Storage.type Filesystem & Storage.pause_on_chunks_overlimit not pauses input
Bug Report
Describe the bug
In case of
Storage.type Filesystem
Storage.pause_on_chunks_overlimit On
the input (almost) never gets paused. According to the documentation https://docs.fluentbit.io/manual/administration/backpressure#about-pause-and-resume-callbacks
the input should be stopped, when the Storage.pause_on_chunks_overlimit is activated and the Storage.max_chunks_up is reached. The default value for Storage.max_chunks_up is 128. The inputs are indeed stopped, when I set it to a very low value (Storage.max_chunks_up 5 for example).
I never saw the number of up-chunks growing beyond ~10. It decreases then again and the number of down chunks rises.
I do not want the down chunks to be overwritten/rotated, so I don't want to set storage.total_limit_size.

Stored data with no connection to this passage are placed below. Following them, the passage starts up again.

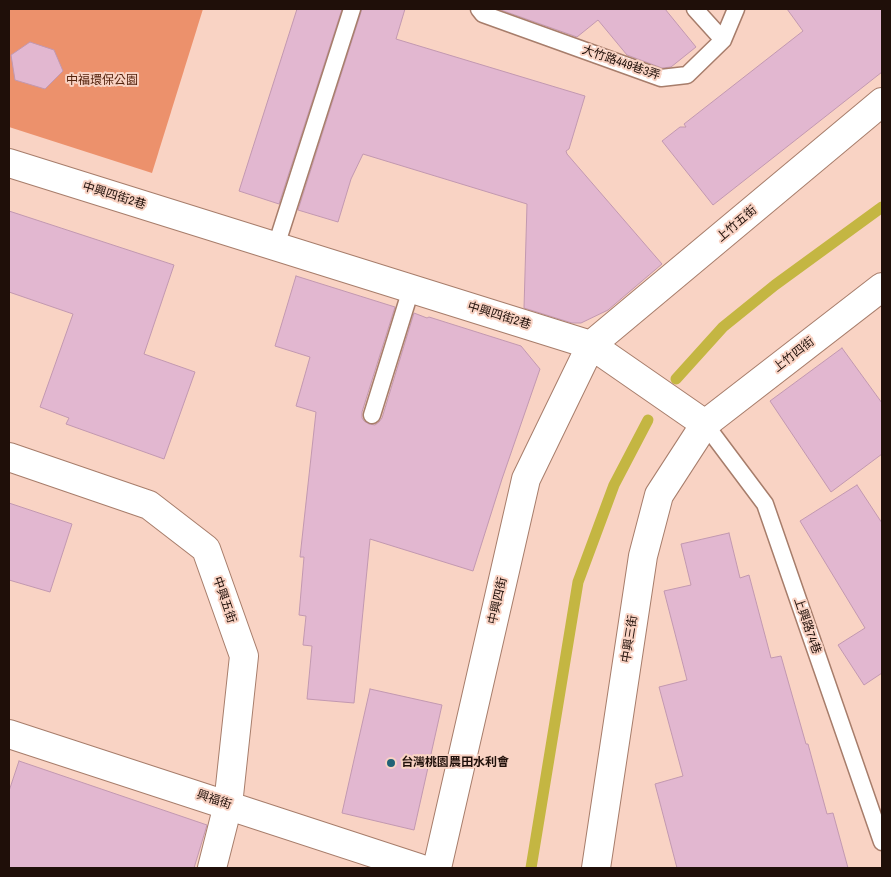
<!DOCTYPE html>
<meta charset="utf-8">
<style>
body{margin:0}
#map{position:relative;width:891px;height:877px;overflow:hidden;background:#f9d3c4;font-family:"Archivo Narrow",sans-serif}
canvas{display:block}
.frame{position:absolute;inset:0;border:10px solid #1f0f09;pointer-events:none}
</style>
<div id="map">
<canvas width="891" height="877"></canvas>
<div class="frame"></div>
</div>
<script>
const g = document.querySelector('canvas').getContext('2d');
g.lineJoin = 'round';
function paint(path, color) {
  g.fillStyle = color;
  g.fill(path, 'evenodd');
}
function toPath(rows) {
  const path = new Path2D();
  for (const r of rows) {
    path.moveTo(r[0], r[1]);
    for (let i = 2; i < r.length; i += 2) path.lineTo(r[i], r[i + 1]);
  }
  return path;
}
function stroke(path, color, width, dash) {
  g.strokeStyle = color;
  g.lineWidth = width;
  g.lineCap = dash ? 'butt' : 'round';
  g.setLineDash(dash || []);
  g.stroke(path);
}
function write(font, color, halo, rows, align = 'center') {
  g.font = font + ' "Archivo Narrow","Noto Sans TC",sans-serif';
  g.lineWidth = 4;
  g.setLineDash([]);
  g.textBaseline = 'middle';
  g.strokeStyle = halo;
  g.fillStyle = color;
  for (const [text, x, y, turn = 0] of rows) {
    g.save();
    g.translate(x, y);
    g.rotate((+turn || 0) * Math.PI / 180);
    g.textAlign = isNaN(turn) ? turn : align;
    if (halo) g.strokeText(text, 0, 0);
    g.fillText(text, 0, 0);
    g.restore();
  }
}
const green = toPath([
 [9,9,203,9,152,173,9,127]
]);
const stream = toPath([
 [676,379,723,327,775,285,882,207],
 [531,868,578,582,614,485,648,420]
]);
const building = toPath([
 [297,9,342,9,279,204,239,191,297,9],
 [362,9,405,9,396,39,585,96,569,149,566,151,567,154,662,264,608,310,581,323,572,323,524,308,527,204,363,154,351,179,338,222,298,210,362,9],
 [498,9,665,9,696,47,671,67,662,68,627,55,598,20,577,37,498,9],
 [787,9,882,9,882,72,713,205,662,141,680,127,686,127,684,124,803,31,787,9],
 [30,42,54,50,63,71,45,89,15,80,11,55,30,42],
 [9,211,174,265,144,354,195,372,164,459,66,424,69,418,40,407,73,314,9,292,9,211],
 [296,276,395,307,362,412,362,418,364,421,369,424,375,425,379,422,382,418,414,313,427,318,429,317,521,346,540,369,502,479,473,571,370,539,354,703,307,699,312,646,303,645,306,616,299,615,304,557,300,557,316,412,296,406,310,357,275,346,296,276],
 [842,348,882,403,882,454,831,492,770,401,842,348],
 [857,485,882,523,882,673,864,685,838,645,865,628,800,521,857,485],
 [9,503,72,524,50,592,9,580,9,503],
 [729,533,740,578,749,575,771,658,781,656,806,744,808,744,827,814,833,813,848,868,677,868,655,784,683,776,659,687,687,680,664,591,691,585,681,544,729,533],
 [370,689,442,705,414,830,342,813,370,689],
 [19,761,207,825,194,868,9,868,9,791,19,761]
]);
const service = toPath([
 [479,9,483,14,661,78,687,75,723,40,736,9],
 [695,9,723,40],
 [276,246,352,9],
 [372,415,411,289],
 [705,424,765,504,882,842]
]);
const minor = toPath([
 [9,163,591,345,705,424],
 [9,457,149,505,206,549,244,656,228,805,212,868],
 [9,734,419,868],
 [437,868,526,479,591,345,882,102],
 [596,868,643,556,659,495,705,424,882,287]
]);
const markers = [
 [391,763,5,"#216276"]
];
const streetNames = [
 ["大竹路449巷3弄",621,63,19],
 ["中興四街2巷",114,196,17],
 ["上竹五街",737,224,-40],
 ["中興四街2巷",499,316,17],
 ["上竹四街",794,355,-38],
 ["中興五街",224,600,71],
 ["中興四街",498,601,-77],
 ["上興路74巷",807,626,71],
 ["中興三街",630,639,-81],
 ["興福街",214,800,18]
];
const parkNames = [
 ["中福環保公園",102,81]
];
const poiNames = [
 ["台灣桃園農田水利會",401,763]
];
paint(green, '#ec916c');
stroke(stream, '#c4b642', 11);
paint(building, '#e2b7d0');
stroke(building, '#c298b0', 1);
stroke(service, '#a77d6b', 19);
stroke(minor, '#a77d6b', 30);
stroke(service, '#fff', 16);
stroke(minor, '#fff', 28);
for (const [x, y, r, color] of markers) {
  const dot = new Path2D();
  dot.arc(x, y, r, 0, 2 * Math.PI);
  g.fillStyle = color;
  g.fill(dot);
  stroke(dot, '#f9d3c4', 2);
}
write('12px', '#1f0f09', '#f9d3c4', streetNames);
write('12px', '#53220c', '#f9d3c4', parkNames);
write('bold 12px', '#1f0f09', '#f9d3c4', poiNames, 'left');
</script>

The input should simply pause (as Storage.pause_on_chunks_overlimit is intended to be used), but this won't work, if the number of up-chunks never grows and only number of down-chunks rises.
https://github.com/fluent/fluent-bit/blob/7233f9ae360385435a8c52ea7830395b17c3fb68/src/flb_input_chunk.c#L1206-L1212
...{
"storage_layer": {
"chunks": {
"total_chunks": 727,
"mem_chunks": 1,
"fs_chunks": 726,
"fs_chunks_up": 5,
"fs_chunks_down": 721
}
},
...
"ingress": {
"status": {
"overlimit": false,
"mem_size": "7.8K",
"mem_limit": "0b"
},
"chunks": {
"total": 726,
"up": 5,
"down": 721,
"busy": 725,
"busy_size": "72.8K"
}
}
...
Is there an explanation for that behavior?
While testing I also found another bug regarding config parsing for Storage.pause_on_chunks_overlimit and provided a fix here: https://github.com/fluent/fluent-bit/pull/8720
cc @pwhelan @edsiper @agup006
This issue is stale because it has been open 90 days with no activity. Remove stale label or comment or this will be closed in 5 days. Maintainers can add the exempt-stale label.
Hi, what exactly are you trying to achieve? If the number of chunks up remains low, it means it can handle the ingestion rate. Why do you think the output should be paused in this situation?
This issue is stale because it has been open 90 days with no activity. Remove stale label or comment or this will be closed in 5 days. Maintainers can add the exempt-stale label.
This issue was closed because it has been stalled for 5 days with no activity.
Very good question indeed by drbugfinder-work. Interesting why no attention given.